Task objective
Go through the data and copy each line where the word "structured" shows up.
··· Data under study
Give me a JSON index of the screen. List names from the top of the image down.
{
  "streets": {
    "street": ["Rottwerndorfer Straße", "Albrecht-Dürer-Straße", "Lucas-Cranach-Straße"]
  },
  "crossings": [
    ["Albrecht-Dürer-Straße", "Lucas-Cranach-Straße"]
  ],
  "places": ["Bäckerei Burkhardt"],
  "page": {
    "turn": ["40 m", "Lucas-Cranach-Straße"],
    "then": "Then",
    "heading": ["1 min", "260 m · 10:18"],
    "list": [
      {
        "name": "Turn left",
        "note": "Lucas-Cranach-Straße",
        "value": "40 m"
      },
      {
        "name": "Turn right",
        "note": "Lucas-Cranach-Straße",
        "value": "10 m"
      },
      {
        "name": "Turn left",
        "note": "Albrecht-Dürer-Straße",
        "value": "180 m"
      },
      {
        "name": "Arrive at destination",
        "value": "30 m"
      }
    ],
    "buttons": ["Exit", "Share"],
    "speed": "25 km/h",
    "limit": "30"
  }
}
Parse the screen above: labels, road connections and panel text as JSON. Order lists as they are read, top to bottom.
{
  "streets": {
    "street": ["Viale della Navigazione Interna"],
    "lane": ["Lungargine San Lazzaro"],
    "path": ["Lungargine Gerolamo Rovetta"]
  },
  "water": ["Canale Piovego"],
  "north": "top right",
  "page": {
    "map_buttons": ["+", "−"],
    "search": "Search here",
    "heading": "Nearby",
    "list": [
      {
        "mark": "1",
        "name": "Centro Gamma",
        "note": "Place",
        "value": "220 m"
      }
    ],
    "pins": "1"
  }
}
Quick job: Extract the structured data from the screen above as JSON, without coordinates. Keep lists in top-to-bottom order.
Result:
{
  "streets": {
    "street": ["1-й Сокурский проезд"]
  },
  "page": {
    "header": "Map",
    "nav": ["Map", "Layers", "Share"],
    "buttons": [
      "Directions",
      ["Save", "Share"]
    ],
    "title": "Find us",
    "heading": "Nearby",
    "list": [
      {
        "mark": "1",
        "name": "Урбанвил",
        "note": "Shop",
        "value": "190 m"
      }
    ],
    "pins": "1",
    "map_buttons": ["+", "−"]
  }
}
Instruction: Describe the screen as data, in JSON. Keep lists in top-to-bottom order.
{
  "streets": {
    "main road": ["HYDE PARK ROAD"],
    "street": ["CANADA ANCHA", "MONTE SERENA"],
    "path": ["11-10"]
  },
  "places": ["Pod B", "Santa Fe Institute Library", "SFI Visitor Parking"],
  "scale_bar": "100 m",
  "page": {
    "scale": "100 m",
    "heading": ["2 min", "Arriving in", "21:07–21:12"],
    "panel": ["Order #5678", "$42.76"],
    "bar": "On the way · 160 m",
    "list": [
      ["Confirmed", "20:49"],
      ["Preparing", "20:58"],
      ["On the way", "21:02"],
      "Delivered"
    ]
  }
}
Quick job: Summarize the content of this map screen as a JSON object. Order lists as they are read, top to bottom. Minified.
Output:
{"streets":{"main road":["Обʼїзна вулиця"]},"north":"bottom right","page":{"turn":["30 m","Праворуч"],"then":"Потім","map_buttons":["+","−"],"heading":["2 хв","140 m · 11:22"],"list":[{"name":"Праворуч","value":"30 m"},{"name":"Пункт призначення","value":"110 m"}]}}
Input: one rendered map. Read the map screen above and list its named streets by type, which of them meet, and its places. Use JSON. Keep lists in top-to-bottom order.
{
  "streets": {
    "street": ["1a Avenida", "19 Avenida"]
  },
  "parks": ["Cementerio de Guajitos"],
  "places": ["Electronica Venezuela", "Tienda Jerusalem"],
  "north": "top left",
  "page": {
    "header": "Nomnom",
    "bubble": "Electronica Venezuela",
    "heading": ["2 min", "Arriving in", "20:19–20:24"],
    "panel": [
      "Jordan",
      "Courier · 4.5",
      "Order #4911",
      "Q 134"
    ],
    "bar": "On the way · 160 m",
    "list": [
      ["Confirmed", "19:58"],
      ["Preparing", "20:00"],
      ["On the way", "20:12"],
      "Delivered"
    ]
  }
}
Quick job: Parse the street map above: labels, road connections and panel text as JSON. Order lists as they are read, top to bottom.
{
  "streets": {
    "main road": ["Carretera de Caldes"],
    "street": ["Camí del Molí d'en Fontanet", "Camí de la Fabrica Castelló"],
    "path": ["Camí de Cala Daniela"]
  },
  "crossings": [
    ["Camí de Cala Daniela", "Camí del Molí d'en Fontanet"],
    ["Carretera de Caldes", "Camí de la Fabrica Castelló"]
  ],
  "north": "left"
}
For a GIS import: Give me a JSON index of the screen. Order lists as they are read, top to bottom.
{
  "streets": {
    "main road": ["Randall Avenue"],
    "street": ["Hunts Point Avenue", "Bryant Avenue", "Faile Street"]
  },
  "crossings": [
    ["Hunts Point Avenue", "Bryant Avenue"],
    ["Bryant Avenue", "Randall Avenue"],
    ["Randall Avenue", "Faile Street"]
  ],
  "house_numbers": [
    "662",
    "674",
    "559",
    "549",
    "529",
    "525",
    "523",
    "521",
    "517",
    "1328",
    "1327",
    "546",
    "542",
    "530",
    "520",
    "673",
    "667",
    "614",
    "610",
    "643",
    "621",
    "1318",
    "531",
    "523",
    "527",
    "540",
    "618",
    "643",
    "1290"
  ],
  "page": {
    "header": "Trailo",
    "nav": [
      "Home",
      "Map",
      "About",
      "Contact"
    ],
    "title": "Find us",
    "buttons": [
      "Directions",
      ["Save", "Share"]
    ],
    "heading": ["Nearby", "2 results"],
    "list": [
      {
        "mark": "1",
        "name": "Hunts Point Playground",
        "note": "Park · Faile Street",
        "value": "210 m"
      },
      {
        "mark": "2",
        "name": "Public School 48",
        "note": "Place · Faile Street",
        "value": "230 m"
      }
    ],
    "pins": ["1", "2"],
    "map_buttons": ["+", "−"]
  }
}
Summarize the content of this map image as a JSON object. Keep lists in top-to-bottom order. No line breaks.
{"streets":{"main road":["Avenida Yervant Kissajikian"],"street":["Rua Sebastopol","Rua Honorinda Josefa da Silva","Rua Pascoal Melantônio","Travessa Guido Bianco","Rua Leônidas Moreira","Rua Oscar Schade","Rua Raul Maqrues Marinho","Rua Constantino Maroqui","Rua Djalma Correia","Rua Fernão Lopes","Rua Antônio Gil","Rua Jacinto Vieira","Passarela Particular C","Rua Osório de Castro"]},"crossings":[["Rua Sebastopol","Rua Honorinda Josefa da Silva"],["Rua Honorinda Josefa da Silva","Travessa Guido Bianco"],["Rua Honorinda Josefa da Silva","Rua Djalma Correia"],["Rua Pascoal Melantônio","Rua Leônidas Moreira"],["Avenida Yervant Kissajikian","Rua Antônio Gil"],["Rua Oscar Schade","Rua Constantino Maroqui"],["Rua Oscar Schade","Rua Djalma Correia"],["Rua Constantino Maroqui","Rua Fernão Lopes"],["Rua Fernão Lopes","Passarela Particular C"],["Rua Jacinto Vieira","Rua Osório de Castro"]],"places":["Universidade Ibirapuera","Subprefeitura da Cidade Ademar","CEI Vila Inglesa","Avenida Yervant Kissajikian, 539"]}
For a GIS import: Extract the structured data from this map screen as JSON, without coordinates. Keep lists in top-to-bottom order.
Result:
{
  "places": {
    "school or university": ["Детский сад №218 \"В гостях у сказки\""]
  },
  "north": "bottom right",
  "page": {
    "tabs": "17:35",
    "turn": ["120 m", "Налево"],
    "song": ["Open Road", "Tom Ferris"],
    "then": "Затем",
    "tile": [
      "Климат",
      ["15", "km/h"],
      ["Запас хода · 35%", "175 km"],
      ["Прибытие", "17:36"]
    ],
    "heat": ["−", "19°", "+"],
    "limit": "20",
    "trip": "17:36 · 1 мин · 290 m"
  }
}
······
Result of this task
Quick job: Extract the structured data from the screen above as JSON, without coordinates. Keep lists in top-to-bottom order.
For a GIS import: Extract the structured data from this map screen as JSON, without coordinates. Keep lists in top-to-bottom order.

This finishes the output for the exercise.